This space is dedicated to coordinators who would like to announce their meetings, publications and books, major findings of their projects, etc.
Please send us your contributions for the next issue by 1 March 2005.
The IPROSEC project, coordinated by Linda Hantrais, brought together social scientists from eight EU Member States (France, Germany, Greece, Ireland, Italy, Spain, Sweden, UK) and three of the then candidate countries (Estonia, Hungary, Poland), representing different waves of EU membership and welfare arrangements. The research was designed to inform policy by developing a greater understanding of socio-demographic change in Europe, the social and economic challenges such change presents, and the efficacy of the policy responses formulated by national governments and at EU level. The project was particularly concerned with changing family structures and relationships and their interface with policy. The project team analysed the policy process, inputs, outcomes and impacts, and assessed the potential for cross-border learning and policy development.
Comparative statistical analysis of socio-economic change (population decline and ageing, family structure, gender, intergenerational relations) showed that, in the closing decades of the 20th century, trends were generally moving in the same direction, but not all countries started from the same base, and change had occurred at a different rate and pace both between and within countries.
Although many of these challenges raised are similar, policy context analysis and interviews with policy actors, including family members, indicated that the approaches adopted by governments in response to change varied according to the policy environment, the political and economic climate and the legitimacy and social acceptability of state intervention in family life.
The IPROSEC countries fell into several clusters in terms of the historical development of policy targeting families, its design and structure, and the vehicles used for delivery:
Between the two extremes are countries, including Germany, Ireland and the United Kingdom, where the rhetoric is supportive of families, but where policy actors are often reluctant to intervene in private life.

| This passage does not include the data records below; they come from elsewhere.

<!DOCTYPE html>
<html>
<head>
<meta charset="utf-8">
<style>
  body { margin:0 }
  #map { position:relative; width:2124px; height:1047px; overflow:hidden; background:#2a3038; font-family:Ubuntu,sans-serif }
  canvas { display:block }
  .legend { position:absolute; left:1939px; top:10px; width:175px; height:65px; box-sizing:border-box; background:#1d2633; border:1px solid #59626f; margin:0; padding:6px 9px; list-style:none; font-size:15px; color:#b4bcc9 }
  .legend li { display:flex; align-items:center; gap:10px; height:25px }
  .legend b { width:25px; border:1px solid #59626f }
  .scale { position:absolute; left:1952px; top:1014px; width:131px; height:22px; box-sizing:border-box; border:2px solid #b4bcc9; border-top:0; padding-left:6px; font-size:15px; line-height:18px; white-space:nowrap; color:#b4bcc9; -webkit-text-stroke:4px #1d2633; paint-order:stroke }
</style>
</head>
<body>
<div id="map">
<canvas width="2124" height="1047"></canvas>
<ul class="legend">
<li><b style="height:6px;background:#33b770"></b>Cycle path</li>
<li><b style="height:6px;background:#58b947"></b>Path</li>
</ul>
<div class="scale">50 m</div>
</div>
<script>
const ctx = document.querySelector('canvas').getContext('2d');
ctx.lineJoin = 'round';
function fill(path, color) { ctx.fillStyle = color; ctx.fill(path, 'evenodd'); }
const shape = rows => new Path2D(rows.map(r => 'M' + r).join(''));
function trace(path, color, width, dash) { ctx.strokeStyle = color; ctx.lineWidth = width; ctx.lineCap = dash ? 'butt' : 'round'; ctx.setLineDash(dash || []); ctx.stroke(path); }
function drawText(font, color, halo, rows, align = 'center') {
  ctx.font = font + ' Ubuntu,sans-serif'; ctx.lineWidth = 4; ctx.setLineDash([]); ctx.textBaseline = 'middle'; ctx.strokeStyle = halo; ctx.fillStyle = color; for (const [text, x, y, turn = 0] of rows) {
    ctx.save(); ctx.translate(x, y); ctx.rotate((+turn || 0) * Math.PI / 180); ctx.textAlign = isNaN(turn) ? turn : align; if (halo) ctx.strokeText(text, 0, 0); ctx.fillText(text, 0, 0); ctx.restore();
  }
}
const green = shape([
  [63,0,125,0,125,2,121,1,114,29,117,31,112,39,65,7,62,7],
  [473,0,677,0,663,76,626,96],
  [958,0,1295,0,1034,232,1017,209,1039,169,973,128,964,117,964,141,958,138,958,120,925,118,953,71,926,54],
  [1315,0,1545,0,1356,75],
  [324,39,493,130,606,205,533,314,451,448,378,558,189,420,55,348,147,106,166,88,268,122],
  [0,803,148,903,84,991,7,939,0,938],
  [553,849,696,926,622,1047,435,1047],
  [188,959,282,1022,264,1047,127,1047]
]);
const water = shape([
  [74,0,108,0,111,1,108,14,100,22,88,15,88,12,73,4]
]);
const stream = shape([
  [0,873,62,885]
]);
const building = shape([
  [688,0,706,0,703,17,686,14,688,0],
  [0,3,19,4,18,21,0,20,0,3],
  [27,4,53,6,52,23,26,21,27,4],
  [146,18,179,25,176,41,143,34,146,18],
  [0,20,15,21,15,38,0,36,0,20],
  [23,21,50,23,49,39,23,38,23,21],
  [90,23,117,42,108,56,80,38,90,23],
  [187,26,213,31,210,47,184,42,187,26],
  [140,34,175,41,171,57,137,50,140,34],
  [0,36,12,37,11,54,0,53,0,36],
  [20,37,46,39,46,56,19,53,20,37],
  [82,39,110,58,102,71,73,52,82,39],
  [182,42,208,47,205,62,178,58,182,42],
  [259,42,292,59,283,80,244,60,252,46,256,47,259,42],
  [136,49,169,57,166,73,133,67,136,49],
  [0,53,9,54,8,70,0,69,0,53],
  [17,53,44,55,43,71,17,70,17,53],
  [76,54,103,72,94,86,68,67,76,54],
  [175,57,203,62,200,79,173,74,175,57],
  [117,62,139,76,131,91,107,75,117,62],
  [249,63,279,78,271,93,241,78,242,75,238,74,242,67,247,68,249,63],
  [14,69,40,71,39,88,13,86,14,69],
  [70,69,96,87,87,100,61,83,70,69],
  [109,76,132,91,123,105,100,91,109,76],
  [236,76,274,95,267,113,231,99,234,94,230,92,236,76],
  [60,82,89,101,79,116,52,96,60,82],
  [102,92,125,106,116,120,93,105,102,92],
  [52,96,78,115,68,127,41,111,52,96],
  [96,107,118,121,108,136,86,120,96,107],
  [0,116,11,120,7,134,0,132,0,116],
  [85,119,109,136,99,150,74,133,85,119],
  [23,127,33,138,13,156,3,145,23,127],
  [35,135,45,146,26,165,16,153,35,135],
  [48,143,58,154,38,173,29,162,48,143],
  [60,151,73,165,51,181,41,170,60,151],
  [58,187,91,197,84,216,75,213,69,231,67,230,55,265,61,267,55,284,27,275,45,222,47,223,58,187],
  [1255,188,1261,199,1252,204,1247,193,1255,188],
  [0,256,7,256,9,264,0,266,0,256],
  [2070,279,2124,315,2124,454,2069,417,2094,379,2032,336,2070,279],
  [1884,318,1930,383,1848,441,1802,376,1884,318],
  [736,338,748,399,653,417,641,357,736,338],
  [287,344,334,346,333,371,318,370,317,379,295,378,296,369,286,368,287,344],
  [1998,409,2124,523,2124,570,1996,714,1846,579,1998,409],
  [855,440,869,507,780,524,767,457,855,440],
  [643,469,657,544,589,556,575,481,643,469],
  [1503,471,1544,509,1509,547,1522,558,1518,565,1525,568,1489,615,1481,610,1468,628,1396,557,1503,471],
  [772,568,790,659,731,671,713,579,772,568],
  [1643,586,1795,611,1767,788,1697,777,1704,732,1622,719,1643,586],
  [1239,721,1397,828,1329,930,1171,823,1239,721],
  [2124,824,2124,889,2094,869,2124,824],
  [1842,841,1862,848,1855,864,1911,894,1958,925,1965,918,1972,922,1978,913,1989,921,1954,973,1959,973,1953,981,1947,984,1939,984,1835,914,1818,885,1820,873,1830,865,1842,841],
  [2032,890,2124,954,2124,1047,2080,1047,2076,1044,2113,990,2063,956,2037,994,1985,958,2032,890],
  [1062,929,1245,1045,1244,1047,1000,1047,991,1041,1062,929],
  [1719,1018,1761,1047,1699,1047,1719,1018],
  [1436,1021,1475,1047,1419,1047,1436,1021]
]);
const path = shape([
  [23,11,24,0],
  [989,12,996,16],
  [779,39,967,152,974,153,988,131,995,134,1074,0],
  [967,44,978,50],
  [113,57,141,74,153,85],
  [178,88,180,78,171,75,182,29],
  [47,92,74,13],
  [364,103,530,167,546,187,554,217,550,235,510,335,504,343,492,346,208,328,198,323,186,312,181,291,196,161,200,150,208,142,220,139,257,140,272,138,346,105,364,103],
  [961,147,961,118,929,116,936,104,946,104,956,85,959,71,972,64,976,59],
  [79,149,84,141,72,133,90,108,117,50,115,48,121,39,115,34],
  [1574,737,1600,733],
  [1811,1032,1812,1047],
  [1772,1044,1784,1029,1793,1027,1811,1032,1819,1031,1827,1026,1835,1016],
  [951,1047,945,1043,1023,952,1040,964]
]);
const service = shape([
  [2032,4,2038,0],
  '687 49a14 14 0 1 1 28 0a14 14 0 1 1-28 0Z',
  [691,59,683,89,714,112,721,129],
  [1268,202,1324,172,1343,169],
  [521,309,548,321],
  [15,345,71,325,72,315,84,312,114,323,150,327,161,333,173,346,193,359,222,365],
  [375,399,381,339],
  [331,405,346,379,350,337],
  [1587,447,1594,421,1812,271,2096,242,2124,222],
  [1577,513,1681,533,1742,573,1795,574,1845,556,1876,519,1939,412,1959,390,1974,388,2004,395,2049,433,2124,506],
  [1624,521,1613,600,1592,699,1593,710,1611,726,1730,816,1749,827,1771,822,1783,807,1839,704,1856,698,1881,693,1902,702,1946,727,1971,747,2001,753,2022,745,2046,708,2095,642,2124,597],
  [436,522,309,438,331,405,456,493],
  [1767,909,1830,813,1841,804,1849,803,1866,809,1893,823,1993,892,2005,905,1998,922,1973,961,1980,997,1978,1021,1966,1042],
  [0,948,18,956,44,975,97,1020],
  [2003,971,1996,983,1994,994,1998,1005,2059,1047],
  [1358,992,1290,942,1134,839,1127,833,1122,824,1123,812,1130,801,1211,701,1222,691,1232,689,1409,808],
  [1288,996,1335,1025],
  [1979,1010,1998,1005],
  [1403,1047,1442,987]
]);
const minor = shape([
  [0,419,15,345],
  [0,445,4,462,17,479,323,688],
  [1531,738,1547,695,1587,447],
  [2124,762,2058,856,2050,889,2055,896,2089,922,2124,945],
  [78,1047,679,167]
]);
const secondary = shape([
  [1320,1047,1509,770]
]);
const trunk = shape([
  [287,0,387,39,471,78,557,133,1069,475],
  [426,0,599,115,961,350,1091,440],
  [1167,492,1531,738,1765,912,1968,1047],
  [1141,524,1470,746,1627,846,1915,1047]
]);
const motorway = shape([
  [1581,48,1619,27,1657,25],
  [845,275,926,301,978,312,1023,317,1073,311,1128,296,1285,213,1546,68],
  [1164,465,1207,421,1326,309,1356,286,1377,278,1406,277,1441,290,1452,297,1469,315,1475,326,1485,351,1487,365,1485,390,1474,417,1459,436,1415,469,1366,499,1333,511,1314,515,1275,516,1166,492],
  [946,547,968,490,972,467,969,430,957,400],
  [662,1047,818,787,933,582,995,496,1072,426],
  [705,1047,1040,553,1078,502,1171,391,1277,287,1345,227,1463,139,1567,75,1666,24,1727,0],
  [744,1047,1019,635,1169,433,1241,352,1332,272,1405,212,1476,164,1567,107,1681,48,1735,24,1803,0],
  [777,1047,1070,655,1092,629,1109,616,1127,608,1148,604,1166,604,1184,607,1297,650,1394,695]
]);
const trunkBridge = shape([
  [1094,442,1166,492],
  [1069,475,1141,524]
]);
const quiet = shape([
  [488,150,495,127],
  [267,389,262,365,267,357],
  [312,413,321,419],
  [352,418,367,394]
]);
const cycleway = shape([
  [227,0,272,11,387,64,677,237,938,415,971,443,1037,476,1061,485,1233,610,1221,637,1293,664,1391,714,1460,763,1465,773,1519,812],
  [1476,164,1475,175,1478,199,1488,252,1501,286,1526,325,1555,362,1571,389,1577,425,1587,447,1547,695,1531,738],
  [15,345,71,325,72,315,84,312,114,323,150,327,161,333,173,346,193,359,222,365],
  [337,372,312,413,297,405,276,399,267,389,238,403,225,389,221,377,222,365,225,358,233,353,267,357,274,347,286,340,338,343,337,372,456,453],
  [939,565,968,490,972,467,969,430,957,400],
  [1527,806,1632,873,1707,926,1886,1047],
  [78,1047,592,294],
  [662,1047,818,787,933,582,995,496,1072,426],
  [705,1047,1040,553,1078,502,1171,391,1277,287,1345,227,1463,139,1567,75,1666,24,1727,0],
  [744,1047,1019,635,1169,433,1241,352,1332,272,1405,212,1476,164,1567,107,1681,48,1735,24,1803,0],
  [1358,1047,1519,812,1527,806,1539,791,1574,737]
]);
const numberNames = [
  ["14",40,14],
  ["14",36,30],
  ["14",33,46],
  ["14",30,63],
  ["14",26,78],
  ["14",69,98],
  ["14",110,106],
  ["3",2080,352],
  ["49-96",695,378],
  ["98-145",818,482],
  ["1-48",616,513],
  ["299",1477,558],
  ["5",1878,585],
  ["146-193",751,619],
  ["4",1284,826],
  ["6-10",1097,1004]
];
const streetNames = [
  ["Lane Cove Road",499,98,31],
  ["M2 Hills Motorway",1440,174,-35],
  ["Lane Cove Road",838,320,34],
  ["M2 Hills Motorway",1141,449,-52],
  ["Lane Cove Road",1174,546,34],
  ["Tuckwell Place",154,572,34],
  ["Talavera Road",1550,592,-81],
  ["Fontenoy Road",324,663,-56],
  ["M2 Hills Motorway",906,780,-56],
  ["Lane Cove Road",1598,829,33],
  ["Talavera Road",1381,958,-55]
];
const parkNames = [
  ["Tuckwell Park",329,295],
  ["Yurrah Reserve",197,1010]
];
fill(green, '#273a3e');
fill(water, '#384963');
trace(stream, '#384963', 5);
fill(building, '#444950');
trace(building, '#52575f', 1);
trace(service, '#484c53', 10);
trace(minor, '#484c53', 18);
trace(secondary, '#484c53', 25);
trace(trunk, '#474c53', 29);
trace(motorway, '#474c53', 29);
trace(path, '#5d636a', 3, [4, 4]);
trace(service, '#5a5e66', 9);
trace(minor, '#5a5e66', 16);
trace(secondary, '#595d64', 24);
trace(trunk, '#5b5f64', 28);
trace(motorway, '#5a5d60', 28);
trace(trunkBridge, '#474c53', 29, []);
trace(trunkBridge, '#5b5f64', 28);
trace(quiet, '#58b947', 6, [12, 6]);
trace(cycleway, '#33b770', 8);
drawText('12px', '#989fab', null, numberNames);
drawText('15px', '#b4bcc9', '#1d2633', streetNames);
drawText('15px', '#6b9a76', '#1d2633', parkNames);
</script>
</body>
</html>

Universalistic, or "one-size-fits-all', solutions to socio-economic problems across Europe were not, therefore, found to be appropriate in the area of family life.
Comparative analysis of the research materials suggested a number of conditions that need to be met if policy is to be effective in responding to family change:
Full details of this work, including a pdf version of a series of publications from the project (Cross-National Research Papers), can be found on: www.iprosec.org.uk
In addition to printed versions of the seven issues of Cross-National Research Papers, the following books have been published based on materials from the IPROSEC project:
The "FamWork' project addresses the reconciliation of family and professional work responsibilities. The project takes a psychological perspective and focuses particularly on the modalities of balancing family and work demands among couples with young children in different European countries. It deals with the internal and external stressors and resources that influence the sharing modalities of young couples with pre-school children concerning two important life domains: family and work.
The project is a joint research endeavour by seven European research teams and is presently in the phase of data analysis. The data collection was based on a total sample of 1 400 couples with young children.
Besides socio-statistical data referring to specific historical and contemporary conditions of the participating nations, a core assessment battery of questionnaires was applied. In addition, an innovative assessment technique consisting of a computer-aided in vivo self-monitoring of couples was used to complement the data.
The findings of the project (available on the project's website) will provide valuable data that can be used for intervention purposes but also for political decision-making to implement appropriate infrastructural resources to ease external strains with which young parents are often confronted.
The SOCOHO project, funded under the Fifth Framework Programme, was intended to investigate the challenges to the national housing systems resulting from the current crisis of social cohesion. By means of a comparative study it shows how the various housing systems respond to these challenges.
The approach adopted by the SOCOHO project combines an analysis of the European Household Panel data with supplementary research in six selected countries (Austria, France, Spain, Sweden, The Netherlands and the United Kingdom). The following report presents the results at EU15 level.
The SOCOHO findings show that the housing systems of the EU Member States are very important factors in the maintenance of social cohesion. Housing systems have a decisive impact on the risk of poverty and on the extent of social and ethnic segregation. Housing systems may ease or aggravate the households coping with the current transformation of family and demographic structures.
The SOCOHO findings also show that the general conditions created in the last decades at European level clearly limit the options open to the Member States in the area of housing policy. At national levels, restrictive budget policies were enforced, which led to reductions in housing subsidies. At the same time, step-by-step, the European Union has been promoting new relationships between the market, the state and institutions of the public sector of the economy (e.g. low-or non-profit housing organisations), which gradually reduced the impact of public bodies on housing market regulations. Thus, not only the economic basis, but the political basis of the housing policy too was undermined. In this way the European Union reduced the national housing systems' capacity to secure social cohesion.
To re-establish the action potential of the national housing policies, a new definition is necessary for the roles to be played by the market, the state and the social economy at European level. Therefore, in spite of the lack of a formal EU housing mandate, the strengthening of national housing policies to secure social cohesion would have deep consequences at European level.